January 11 2018   |   Sneha Sharon Mammen

Investing in any phase or life-cycle of a project requires research. Some homebuyers look for a price advantage, while some want to invest based on the pace at which the project has been developed and then choose a particular phase. 

PropGuide interacted with Manju Yagnik, vice chairperson, Nahar Group and understood about the pros and cons and what to watch out for when investing in different phases of a project.

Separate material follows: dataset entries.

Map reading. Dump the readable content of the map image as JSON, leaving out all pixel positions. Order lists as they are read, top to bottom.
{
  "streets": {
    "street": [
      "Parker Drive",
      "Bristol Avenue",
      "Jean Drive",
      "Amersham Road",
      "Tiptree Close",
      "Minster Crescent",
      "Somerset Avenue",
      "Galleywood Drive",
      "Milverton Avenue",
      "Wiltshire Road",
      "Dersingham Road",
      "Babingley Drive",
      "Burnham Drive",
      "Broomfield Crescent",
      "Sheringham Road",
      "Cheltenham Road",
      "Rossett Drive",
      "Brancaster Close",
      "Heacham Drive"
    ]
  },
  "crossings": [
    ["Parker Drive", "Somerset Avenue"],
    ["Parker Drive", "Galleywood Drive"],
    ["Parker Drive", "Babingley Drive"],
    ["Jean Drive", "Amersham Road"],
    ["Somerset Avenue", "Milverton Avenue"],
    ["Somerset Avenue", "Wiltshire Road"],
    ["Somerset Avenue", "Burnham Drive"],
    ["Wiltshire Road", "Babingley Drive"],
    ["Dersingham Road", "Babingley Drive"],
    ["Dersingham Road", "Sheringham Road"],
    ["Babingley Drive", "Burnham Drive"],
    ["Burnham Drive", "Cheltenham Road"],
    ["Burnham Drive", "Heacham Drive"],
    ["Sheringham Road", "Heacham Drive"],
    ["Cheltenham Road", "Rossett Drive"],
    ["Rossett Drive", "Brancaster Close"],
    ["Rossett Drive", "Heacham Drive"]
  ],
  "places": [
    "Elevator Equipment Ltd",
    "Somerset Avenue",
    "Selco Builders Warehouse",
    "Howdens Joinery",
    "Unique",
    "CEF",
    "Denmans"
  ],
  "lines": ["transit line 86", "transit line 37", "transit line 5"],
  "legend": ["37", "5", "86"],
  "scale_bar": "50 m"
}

Homebuyers need to empower themselves with information to guide them on how to make the best possible investment decision. Yagnik encapsulates what can be potential risks and advantages for buying properties which are in the early and later phases:

Advantages of buying a flat in the first phase of project

Scope for maximum appreciation: Generally, investors enter in a project in the first phase of construction, because this phase gets the maximum appreciation. The investors get the benefit of buying at a lower cost when a developer successfully sells 20 to 25 per cent of the project inventory at a special price, during the initial phase.

Mind these

It is important to gather information about the project and cross-check the findings with the developer's past projects and earlier deliverables. If the developer has got sound credentials and track record, one can surely be an early bird and invest or buy property in the first phase.

Watch out for the pricing

Sometimes when phase one is ready and sold out, developers sell the later phases for a higher value. So, early buyers get the advantage of a lower rate.

External factors

  • Generally, policy changes do not impact the homebuyer much, but it may affect the developer to a great extent. Developing a project is a long process so purchases such as a term-deposit receipt (TDR) or approvals, take time. Some developers take partial approvals in various steps during construction. Sudden policy changes then impact the developer and not the buyer.
  • Change in the tax implementation can impact the buyer directly. If a buyer is purchasing a property and service tax is introduced, then this will affect the buyer reflecting on the cost.
  • Advantages of investing in second, third phase of project

    See and believe: One of the key factors while investing in the later phases of a project is, you will get to see the overall view of the house. You can be sure about the pace of construction. Projects closer to completion are the ones that make for a safe choice.

    Easier to keep a tab on approvals

    A homebuyer must verify all the amenities, clearances, and the necessary approvals. During the first phase of the project, customers might miss on the background check, but when the construction is midway or completed it can be considered that all the approvals have been acquired.

    Developer's motive: Every developer tries to sell 20 to 25 per cent inventory initially at a lower rate to raise funds for the construction cost. But this may not happen in all cases. If due to unjustified prices, inventory doesn't sell at first, it brings down the prices.

    What to consider

  • Be sure of approvals for the flat, all clearances, land title and other due diligence should be in place.
  • Bank loan for the flat should be available. These issues usually surface only after the flat is booked by paying the upfront amount.
  • Thoroughly check for any hidden charges.